Propos recueillis par Y. Seddik
Finances News Hebdo : La flambée des prix du Bitcoin depuis octobre dernier a été spectaculaire. Quelles sont les forces motrices derrière cette forte hausse ?
Badr Bellaj : La récente flambée des prix du Bitcoin peut être attribuée à deux facteurs distincts. Tout d'abord, les marchés ont réagi positivement aux dernières statistiques qui montrent une baisse continue de l'inflation, qui a mécaniquement influencé l’ensemble des marchés financiers. Cependant, le deuxième facteur, et de loin le plus important, est lié à l'anticipation de l'approbation future d'un ETF Bitcoin. Les investisseurs ont pricé cette anticipation dans la valeur de la cryptomonnaie et ont augmenté ainsi leurs achats. Cela s'aligne avec la célèbre expression en anglais «You buy the rumors and sell the news» (on achète les rumeurs et on vend les nouvelles). En parallèle, l'événement déclencheur de cette tendance réside dans l’échec de la Securities and Exchange Commission (SEC) lors d'un procès l'année dernière contre le géant Grayscale. Cela s'est produit après que l'autorité a initialement rejeté la demande de Grayscale de transformer son fonds bitcoin en un ETF bitcoin au comptant. Le tribunal a critiqué la SEC en soulignant le manque d'explications claires derrière le rejet de la demande d'ETF Bitcoin spot de Grayscale. Cette décision a donc contraint la SEC à reconsidérer sa position sur cette question, ce qui a ouvert la voie à des anticipations plus positives dans le marché.

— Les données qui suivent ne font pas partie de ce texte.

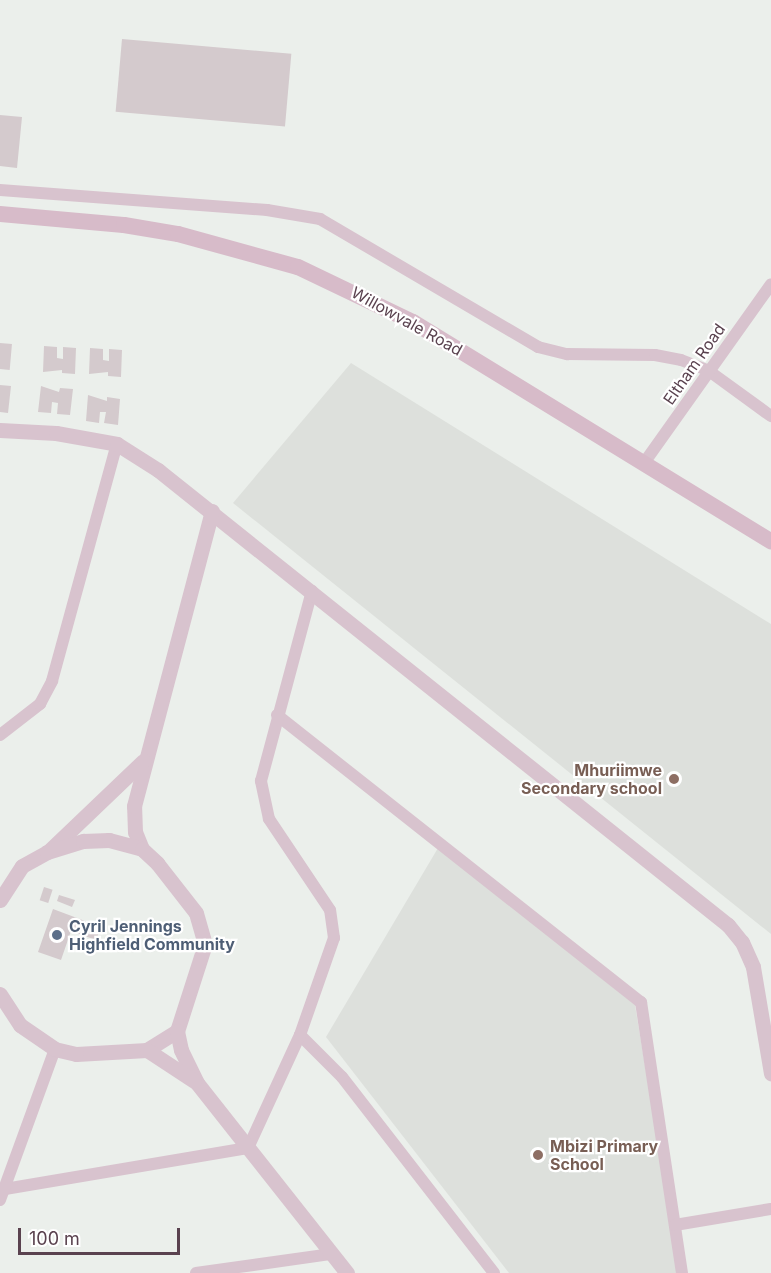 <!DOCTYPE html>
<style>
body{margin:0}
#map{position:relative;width:771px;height:1273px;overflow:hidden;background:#ebefeb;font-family:Inter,sans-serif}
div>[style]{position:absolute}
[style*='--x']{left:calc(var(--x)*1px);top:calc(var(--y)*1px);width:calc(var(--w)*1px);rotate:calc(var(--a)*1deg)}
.education>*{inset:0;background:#dde0dc}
.building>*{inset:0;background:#d4cacd;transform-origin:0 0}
.minor>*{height:12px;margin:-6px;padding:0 6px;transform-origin:6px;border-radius:6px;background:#d8c3ce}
.tertiary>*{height:15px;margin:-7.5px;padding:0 7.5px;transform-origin:7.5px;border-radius:7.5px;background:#d8c3ce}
.secondary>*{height:16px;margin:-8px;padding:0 8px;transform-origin:8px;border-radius:8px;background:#d7bbc9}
.dots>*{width:16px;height:16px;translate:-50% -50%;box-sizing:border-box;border:3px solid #fff;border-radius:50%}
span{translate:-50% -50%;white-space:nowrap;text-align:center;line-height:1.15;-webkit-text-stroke:4.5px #fff;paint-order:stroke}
.street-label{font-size:16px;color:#5a424f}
.education-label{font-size:16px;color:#785e54;font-weight:700}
.right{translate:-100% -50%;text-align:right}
.left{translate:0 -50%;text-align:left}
.service-label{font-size:16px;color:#4e5e75;font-weight:700}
.scale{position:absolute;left:18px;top:1228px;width:162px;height:27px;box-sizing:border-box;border:3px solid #5a424f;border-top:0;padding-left:8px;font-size:18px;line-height:21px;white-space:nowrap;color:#5a424f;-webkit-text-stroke:4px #fff;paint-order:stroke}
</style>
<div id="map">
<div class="education">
<div style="clip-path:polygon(351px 363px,771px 624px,771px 934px,233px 503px)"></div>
<div style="clip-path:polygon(438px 848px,635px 1005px,679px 1273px,509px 1273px,326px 1037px)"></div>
</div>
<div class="building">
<div style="left:122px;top:39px;width:170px;height:73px;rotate:5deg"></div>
<div style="clip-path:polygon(0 115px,22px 117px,17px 168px,0 166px)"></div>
<div style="left:0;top:343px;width:12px;height:26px;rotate:5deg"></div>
<div style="clip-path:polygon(44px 346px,57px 347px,57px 358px,63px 359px,63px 347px,76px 348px,75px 374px,62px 373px,62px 370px,43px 372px)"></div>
<div style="clip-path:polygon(90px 348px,103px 349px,103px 360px,109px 361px,109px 349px,122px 350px,121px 377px,108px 376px,108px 372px,89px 374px)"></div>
<div style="clip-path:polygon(0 385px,11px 386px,8px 413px,0 412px)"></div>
<div style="clip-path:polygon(41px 386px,59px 392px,60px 388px,73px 389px,70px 415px,57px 414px,58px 403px,52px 402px,51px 413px,38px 412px)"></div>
<div style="clip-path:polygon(88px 395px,107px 401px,107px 397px,120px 399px,118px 425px,104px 423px,106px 412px,100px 412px,99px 423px,86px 421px)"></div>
<div style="left:44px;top:887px;width:9px;height:14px;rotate:18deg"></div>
<div style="clip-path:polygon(59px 895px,75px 900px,72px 907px,57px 901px)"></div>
<div style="clip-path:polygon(53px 909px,101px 927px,96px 940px,71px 931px,61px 960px,38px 952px)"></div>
</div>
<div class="minor">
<div style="--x:0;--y:190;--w:268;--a:4.3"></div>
<div style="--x:267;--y:210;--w:54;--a:9.6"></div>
<div style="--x:320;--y:219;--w:253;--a:30.4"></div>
<div style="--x:538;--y:347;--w:30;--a:14"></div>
<div style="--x:567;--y:354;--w:88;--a:0.7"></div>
<div style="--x:655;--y:355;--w:26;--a:11"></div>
<div style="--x:681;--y:360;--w:30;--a:21"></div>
<div style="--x:709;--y:371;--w:77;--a:36"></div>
<div style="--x:644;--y:463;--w:219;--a:-54.6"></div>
<div style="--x:277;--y:715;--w:464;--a:38.3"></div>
<div style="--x:641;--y:1002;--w:274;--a:81.4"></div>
<div style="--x:0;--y:735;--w:51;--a:-37.8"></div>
<div style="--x:40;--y:704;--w:26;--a:-62"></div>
<div style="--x:52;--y:681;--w:246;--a:-74.7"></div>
<div style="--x:300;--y:1035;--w:59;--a:45"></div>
<div style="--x:342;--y:1077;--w:248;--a:52.2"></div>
<div style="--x:5;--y:1189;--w:246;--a:-9.6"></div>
<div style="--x:248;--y:1148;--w:124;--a:-65.3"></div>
<div style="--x:300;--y:1035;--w:103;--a:-70.7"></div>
<div style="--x:334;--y:938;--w:28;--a:-98"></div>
<div style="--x:330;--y:910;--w:110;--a:-123.8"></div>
<div style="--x:269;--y:819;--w:39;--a:-102"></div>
<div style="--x:261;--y:781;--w:197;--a:-75"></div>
<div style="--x:0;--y:1200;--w:161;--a:-70"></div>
<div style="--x:675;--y:1225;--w:97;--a:-9.5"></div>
<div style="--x:196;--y:1273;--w:137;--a:-8"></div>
</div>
<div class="tertiary">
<div style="--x:0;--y:430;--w:56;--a:3.1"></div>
<div style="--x:56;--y:433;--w:62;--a:10.2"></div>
<div style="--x:117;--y:444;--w:49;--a:32.4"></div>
<div style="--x:158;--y:470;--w:729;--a:38.6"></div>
<div style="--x:728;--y:925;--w:22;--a:51"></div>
<div style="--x:742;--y:942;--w:27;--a:66"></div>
<div style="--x:753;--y:967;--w:108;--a:80.4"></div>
<div style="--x:142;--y:849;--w:18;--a:-112"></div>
<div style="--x:135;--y:832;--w:26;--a:-92"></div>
<div style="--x:134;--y:806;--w:305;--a:-75.2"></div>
<div style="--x:50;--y:850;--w:129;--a:-43.7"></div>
<div style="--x:0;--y:900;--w:40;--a:-57.1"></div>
<div style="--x:22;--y:866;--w:29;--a:-29"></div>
<div style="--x:47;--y:852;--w:38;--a:-17"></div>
<div style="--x:83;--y:841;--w:26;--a:-2"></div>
<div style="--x:109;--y:840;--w:34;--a:15"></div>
<div style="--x:142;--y:849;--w:21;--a:43"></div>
<div style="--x:157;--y:863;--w:63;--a:52"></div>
<div style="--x:196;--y:913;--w:32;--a:74"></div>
<div style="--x:205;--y:944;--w:91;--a:107.8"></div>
<div style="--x:177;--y:1031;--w:36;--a:148"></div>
<div style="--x:147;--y:1050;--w:71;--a:176.8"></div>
<div style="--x:76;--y:1054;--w:22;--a:-167"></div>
<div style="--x:55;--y:1049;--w:42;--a:-145.6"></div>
<div style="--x:20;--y:1025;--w:37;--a:-123"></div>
<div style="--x:177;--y:1031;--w:19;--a:78"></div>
<div style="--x:181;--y:1050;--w:37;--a:64"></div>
<div style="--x:197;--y:1083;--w:242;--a:51.7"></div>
<div style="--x:147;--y:1050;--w:56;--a:33.4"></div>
</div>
<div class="secondary">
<div style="--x:0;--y:214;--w:124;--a:5.1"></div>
<div style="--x:124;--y:225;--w:55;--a:9.5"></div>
<div style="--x:178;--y:234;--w:124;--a:15.4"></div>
<div style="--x:298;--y:267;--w:127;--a:25.6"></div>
<div style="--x:413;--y:322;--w:420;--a:31.5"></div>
</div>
<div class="dots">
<div style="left:674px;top:779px;background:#8d6e63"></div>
<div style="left:57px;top:935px;background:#5c6f8a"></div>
<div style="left:538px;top:1155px;background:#8d6e63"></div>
</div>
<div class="street-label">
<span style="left:407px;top:321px;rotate:29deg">Willowvale Road</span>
<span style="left:694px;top:364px;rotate:-55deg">Eltham Road</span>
</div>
<div class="education-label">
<span class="right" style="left:662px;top:779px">Mhuriimwe<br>Secondary school</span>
<span class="left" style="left:550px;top:1155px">Mbizi Primary<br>School</span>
</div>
<div class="service-label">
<span class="left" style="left:69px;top:935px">Cyril Jennings<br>Highfield Community</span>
</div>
<div class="scale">100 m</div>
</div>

F.N.H. : L'approbation récente des ETF Bitcoin par la SEC lui confère une légitimité et une crédibilité en tant qu'actif d'investissement. Comment cette décision pourrait-elle influencer et remodeler le paysage actuel des cryptomonnaies ?
B. B. : Il faut dire que l'approbation des ETF Bitcoin par la SEC pourrait avoir trois impacts majeurs. Tout d'abord, elle pourrait élargir le bassin des investisseurs en attirant de nombreux particuliers grâce à la puissance marketing des opérateurs d'ETF et en stimulant ainsi la demande de Bitcoin. Deuxièmement, la révision de la position de la SEC ne se résume pas à une simple légitimation, mais suggère une disposition des acteurs financiers à faire des compromis pour des gains financiers et ouvrir ainsi la porte à une possible conversion d'autres acteurs vers des schémas financiers complexes impliquant Bitcoin. Troisièmement, cette approbation pourrait avoir des répercussions sur la future réglementation de Bitcoin. Elle constitue un signal positif qui pourrait servir de référence dans d'éventuels litiges liés à des schémas financiers basés sur Bitcoin ou la finance décentralisée. En somme, l'approbation des ETF Bitcoin par la SEC pourrait favoriser une augmentation de l'adoption de Bitcoin, encourager des utilisations plus complexes dans le secteur financier et contribuer à l'intégration progressive de Bitcoin dans le cadre réglementaire. Bien que cette approbation ne constitue pas une légitimation complète de Bitcoin, elle représente une atténuation de la position traditionnelle qui considérait Bitcoin comme un actif toxique. La SEC et d'autres acteurs financiers demeurent sceptiques, surtout face aux risques de volatilité associés à Bitcoin. L'acceptation de l'ETF est vue comme une concession pragmatique pour opérer dans le cadre financier des États-Unis, sans nécessairement refléter un changement radical de perspective. Aujourd’hui, les fournisseurs d'ETFs rejoignent l'espace Bitcoin principalement pour les opportunités de profit plutôt que par conviction idéologique dans la décentralisation de Bitcoin. Quoi qu’il en soit, l'approbation de l'ETF Bitcoin représente une adaptation aux règles financières et une reconnaissance nuancée de Bitcoin en tant qu'actif risqué, sans nécessairement signifier une adhésion totale de l'establishment financier.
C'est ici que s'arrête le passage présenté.